Kemudian, goresan melingkar itu berhenti ketika simbol nol tersebut sudah terbentuk. Berawal dari titik, kembali pada titik yang sama, dan berhenti alias tidak lagi menunjukkan tanda-tanda kehidupan. Begitu pun mahluk, terkhusus manusia, ia lahir untuk kemudian kembali lagi ke sebuah kondisi ketiadaan yang diciptakan oleh suatu keberadaan, inilah letak tauhid.
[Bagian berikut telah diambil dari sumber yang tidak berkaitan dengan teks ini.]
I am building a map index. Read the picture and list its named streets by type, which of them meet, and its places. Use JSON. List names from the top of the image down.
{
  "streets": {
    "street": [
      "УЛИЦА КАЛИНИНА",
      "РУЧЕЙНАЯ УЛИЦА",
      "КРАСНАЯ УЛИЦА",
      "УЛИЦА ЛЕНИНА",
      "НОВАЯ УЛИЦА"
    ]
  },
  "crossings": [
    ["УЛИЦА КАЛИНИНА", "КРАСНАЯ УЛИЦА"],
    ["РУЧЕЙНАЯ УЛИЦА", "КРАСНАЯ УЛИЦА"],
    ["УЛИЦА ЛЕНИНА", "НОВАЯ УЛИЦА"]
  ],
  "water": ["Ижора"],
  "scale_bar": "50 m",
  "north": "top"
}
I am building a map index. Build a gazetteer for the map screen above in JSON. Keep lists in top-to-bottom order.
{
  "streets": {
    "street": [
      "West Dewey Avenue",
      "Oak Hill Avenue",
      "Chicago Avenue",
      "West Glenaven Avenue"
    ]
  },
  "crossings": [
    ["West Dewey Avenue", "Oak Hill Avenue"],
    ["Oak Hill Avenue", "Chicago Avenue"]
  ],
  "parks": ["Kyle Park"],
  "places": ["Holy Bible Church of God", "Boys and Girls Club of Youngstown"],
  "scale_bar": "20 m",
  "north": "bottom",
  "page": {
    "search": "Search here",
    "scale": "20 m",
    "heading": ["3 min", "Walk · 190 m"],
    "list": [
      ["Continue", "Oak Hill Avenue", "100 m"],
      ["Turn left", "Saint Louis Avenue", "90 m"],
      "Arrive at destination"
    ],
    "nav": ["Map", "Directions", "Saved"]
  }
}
Angka nol memang menunjukkan suatu nilai, nol merupakan nilai terendah, nilai awal, nilai bawah, tetapi perlu diketahui bahwa nol lah yang dapat dijadikan sebagai pijakan menilai amalan mahluk, khususnya manusia. Apabila selama goresan angka nol itu terbentuk secara utuh, belum terbentuk angka lain, yaitu 1, 2, 3, dst sampai 9, maka pada kondisi itulah mahluk atau manusia dapat dinilai seberapa bernilai kah kehidupannya. Goresan menuju angka nol memang secara linier terhadap waktu, meskipun dalam kesepatannya, waktu itu terus berulang. Tetapi, selama goresan angka nol itu berlangsung, usia tampak linier dan tidak berulang. Dengan demikian, telah terbukti bahwa angka nol merupakan simbol keberulangan waktu tetapi tak berulang dalam penulisan nol itu, hanya sekali, dan menunjukkan bahwa kehidupan alam semesta ini hanya sekali terjadi.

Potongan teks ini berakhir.